### GOAL OF THE EXERCISE:
From the listing below, pull each line that includes "streetNames".

### EXCERPTED DATA:
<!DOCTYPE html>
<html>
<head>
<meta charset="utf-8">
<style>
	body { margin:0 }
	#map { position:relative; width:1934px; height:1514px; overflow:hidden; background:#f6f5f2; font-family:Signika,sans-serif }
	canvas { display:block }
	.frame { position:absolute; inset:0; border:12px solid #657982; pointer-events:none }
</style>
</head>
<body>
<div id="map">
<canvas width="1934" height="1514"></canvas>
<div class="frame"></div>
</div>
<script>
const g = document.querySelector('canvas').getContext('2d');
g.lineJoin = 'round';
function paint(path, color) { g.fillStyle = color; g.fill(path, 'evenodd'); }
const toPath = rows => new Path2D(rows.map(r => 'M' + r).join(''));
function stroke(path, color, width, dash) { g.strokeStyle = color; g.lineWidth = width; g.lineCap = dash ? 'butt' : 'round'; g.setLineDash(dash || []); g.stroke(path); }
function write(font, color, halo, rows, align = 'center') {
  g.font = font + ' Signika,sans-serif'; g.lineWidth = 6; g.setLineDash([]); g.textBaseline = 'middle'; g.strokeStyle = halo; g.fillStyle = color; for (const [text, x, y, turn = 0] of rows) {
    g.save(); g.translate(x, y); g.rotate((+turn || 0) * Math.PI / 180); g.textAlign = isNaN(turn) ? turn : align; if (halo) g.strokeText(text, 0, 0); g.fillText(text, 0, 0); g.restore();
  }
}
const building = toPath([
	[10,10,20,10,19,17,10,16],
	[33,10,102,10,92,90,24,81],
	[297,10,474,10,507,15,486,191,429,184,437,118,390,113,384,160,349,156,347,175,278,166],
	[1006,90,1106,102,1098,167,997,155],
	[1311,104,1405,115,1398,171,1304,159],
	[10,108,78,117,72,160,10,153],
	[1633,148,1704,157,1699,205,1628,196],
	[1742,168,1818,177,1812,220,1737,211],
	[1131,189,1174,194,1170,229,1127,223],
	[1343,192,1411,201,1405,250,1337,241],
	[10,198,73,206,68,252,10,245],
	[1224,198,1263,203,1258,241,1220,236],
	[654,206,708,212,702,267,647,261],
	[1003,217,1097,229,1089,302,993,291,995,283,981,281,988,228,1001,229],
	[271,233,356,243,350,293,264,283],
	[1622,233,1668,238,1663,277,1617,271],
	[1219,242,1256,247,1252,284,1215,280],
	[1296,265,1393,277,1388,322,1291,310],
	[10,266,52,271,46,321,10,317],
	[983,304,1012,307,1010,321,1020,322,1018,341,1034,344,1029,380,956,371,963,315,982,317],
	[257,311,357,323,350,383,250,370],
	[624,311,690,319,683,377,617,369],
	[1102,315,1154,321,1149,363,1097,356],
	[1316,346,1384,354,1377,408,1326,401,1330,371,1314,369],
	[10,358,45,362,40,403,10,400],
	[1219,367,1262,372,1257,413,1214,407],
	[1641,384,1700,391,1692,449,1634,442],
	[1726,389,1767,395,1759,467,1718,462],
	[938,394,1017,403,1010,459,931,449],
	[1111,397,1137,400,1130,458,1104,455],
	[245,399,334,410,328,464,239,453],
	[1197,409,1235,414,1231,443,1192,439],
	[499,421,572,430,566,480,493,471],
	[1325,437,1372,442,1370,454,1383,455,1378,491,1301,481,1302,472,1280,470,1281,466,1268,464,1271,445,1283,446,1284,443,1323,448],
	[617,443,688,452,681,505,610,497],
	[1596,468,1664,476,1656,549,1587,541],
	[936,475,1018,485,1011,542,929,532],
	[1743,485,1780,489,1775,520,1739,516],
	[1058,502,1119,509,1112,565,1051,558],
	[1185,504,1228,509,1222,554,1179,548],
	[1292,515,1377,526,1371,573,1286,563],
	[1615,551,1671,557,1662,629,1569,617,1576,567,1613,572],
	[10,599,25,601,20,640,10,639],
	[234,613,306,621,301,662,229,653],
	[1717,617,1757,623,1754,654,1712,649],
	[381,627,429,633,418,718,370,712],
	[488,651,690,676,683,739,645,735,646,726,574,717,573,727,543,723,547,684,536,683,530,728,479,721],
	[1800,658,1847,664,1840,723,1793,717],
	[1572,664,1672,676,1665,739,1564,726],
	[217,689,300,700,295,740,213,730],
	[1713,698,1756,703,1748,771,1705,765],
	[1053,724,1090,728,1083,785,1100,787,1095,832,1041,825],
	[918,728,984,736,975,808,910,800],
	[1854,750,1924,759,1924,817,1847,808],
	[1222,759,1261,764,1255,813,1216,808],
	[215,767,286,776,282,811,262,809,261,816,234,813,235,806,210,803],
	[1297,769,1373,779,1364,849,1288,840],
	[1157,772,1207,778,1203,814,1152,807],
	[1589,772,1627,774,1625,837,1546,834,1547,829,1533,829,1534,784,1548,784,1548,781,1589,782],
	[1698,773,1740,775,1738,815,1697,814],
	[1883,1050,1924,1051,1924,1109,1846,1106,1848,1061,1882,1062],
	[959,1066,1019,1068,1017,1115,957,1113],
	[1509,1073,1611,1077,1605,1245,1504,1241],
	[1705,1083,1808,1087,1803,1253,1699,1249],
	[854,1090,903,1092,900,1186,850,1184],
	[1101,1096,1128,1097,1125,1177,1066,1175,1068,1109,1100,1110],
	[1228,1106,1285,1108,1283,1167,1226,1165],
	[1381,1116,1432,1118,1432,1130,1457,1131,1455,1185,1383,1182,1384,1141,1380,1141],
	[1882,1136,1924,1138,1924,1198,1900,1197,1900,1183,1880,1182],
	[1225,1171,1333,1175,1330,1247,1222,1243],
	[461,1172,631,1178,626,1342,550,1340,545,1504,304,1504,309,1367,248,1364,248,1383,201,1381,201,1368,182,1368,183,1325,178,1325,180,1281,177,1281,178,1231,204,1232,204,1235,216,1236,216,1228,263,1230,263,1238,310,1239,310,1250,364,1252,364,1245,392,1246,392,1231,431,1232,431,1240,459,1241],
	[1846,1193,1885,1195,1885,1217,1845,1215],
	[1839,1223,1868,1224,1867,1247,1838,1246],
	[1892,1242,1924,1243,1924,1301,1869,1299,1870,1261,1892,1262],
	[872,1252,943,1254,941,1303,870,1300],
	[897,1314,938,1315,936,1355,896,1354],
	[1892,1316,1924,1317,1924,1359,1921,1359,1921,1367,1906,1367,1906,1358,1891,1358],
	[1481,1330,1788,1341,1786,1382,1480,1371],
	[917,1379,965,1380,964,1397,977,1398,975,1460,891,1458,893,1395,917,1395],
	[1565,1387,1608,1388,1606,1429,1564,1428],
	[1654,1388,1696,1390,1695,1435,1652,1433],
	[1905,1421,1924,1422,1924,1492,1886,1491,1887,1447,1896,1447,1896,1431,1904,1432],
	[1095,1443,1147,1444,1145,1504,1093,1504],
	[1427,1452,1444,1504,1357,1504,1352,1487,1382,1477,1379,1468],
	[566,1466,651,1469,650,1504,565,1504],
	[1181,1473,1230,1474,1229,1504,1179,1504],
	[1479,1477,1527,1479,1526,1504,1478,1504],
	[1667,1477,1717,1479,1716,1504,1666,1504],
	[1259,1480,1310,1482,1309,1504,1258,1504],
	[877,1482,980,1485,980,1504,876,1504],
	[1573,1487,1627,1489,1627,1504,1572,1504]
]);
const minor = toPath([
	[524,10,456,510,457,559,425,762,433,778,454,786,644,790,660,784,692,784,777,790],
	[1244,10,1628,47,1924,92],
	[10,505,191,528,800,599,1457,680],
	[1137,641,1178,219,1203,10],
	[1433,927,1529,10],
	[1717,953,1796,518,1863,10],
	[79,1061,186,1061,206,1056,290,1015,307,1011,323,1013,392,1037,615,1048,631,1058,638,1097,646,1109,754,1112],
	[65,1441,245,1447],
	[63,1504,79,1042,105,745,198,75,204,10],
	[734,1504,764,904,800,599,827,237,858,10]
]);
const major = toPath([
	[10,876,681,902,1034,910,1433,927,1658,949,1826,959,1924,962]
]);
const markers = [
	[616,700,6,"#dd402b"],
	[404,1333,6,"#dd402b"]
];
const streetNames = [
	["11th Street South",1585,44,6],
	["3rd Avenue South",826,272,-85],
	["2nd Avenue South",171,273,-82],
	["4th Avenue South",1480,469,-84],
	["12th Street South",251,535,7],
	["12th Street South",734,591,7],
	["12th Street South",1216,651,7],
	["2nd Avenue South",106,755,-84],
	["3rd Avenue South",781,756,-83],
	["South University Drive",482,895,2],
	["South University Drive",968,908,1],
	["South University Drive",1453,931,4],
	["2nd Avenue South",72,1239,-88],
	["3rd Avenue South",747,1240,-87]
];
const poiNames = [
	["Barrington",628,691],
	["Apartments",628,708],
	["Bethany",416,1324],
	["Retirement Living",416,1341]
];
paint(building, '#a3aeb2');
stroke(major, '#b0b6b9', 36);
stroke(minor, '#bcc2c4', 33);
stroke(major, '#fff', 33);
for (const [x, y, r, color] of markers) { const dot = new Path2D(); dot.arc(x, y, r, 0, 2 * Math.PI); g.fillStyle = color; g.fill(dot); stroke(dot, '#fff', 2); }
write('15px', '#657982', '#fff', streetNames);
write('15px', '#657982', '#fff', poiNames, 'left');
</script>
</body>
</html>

### ANSWER TO THE PROBLEM:
const streetNames = [
write('15px', '#657982', '#fff', streetNames);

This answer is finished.